The study starts with the company's introduction—a short history trip into the beverage's beginnings.
The audit presents insights into the brand's elements. With its attractive packaging design and logo, due to its strong brand awareness and global recognition, Coca-Cola is the world's most recognized brand.
The brand audit discovers the company's two distribution channels: direct and indirect selling. In addition to this, the company facilitates product presentations with personalized branded coolers, freezers, display racks.
The company's approach covers four marketing segments: mass marketing, differentiated marketing, niche marketing, and support marketing.
Next up, the audit discusses brand mantra, brand values, portfolio, insights into performance management but also employment selection, and company training.
Getting into the second chapter of the brand audit, we find out more about the brand's core attributes and extended attributes, brand knowledge, brand association, promotion, and CRM strategies.
Can't disregard the competitor's analysis subchapter and the Consumer-Based Brand Equity model pyramid.
This audit ends with a shortlist of recommendations and an impressive 1886 to 2011 Coca-Cola slogan appendix.

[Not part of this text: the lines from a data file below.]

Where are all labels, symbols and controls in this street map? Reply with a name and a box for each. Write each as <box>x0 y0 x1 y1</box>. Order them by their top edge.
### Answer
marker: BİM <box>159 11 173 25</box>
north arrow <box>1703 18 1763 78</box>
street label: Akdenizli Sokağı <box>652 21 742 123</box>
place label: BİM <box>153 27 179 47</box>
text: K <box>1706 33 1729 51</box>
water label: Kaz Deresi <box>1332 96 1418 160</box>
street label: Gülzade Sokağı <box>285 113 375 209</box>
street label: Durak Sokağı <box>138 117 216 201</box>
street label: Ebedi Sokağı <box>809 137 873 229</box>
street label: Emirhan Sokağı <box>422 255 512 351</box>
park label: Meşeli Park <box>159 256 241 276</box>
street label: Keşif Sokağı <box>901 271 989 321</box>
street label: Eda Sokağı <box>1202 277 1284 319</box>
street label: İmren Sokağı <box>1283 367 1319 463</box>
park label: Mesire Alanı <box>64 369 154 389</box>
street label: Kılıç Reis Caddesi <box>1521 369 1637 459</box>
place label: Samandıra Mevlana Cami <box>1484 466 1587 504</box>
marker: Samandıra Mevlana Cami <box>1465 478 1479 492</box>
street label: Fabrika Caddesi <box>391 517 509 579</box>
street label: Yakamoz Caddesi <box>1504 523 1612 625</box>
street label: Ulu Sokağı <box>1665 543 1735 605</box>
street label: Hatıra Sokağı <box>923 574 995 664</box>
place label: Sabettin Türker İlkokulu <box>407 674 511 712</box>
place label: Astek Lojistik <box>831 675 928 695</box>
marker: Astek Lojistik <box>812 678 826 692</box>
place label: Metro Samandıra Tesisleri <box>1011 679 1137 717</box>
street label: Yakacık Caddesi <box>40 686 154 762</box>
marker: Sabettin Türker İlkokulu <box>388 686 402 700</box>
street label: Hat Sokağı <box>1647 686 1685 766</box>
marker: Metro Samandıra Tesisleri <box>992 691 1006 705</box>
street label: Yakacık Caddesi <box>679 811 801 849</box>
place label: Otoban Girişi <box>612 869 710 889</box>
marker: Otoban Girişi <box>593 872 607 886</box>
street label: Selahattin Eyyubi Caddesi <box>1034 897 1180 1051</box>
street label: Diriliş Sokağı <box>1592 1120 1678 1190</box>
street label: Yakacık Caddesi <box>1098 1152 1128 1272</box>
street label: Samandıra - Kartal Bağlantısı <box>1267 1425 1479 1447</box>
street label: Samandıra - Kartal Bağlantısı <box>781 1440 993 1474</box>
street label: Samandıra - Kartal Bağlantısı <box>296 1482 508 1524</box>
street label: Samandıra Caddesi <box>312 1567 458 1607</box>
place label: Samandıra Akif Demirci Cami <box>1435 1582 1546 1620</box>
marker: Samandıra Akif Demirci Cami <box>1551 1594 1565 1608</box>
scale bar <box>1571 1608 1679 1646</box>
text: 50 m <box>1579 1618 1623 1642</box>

The second brand audit we present here is a significant example of how great the survey method works.
Created in 2015 by a student from Mumbai University, the audit tackles the British multinational confectionery company - Cadbury.
Cadbury operates in more than 50 countries. It is positioned in the market as the second-largest confectionery brand in the world after Wrigley's.
Established in Birmingham, England, worldwide in 1824, Cadbury is best known for its Dairy Milk chocolate.
Based on the online survey analysis, the audit examines a series of essential social data like:
- Target customers
- Respondents' preferred chocolate
- Products' emotional connections
- Utility of products
- Respondents' trust in the products
- Reasons why Cadbury's chocolate is preferred
- Which strong brands are the biggest Cadbury competitors
- What is the overall emotional connection with the products
- How familiar are the respondents with the brand's identity
- For how long the respondents have been purchasing the brand's chocolate products
This audit process ends with a concise summary from which the survey results are clear:
- Cadbury is viewed as a pioneer in the chocolate industry
- There have been problems in the past that Cadbury successfully overcame
- Even after being the second largest after Nestle, people think of Cadbury first
- The sub-products have become a brand in itself
- People love the brand
Here is the full Cadbury brand audit from 2015:
A brand audit report is usually a PDF document representing how your brand is doing right now compared to the goals you have set for it.
To do a brand audit report, you should go over these steps:
- Start by describing the company's vision and values
- Stipulate research objectives and methodology
- Specify the time span of the analyzed data
- Group analyzed data into relevant segments
- Indicate current brand communication channels
- Create a visual representation of the average and total values of the metrics you have measured. Tables, pies, graphics. Whatever helps express current metrics values.
- Bring forth any relevant or exceptional data. Highs and lows
- List opportunities and market gaps the brand can fill
- Assess results
- Include recommendations and future goals
- Indicate time frame of plan implementation
If relevancy and brand strength are one of your objectives, it's always a good idea to do a brand audit.
A world of opportunities for improvement can open up if you take your time and learn to ask a few key questions.
Be curious, listen, and allow yourself to be a visionary!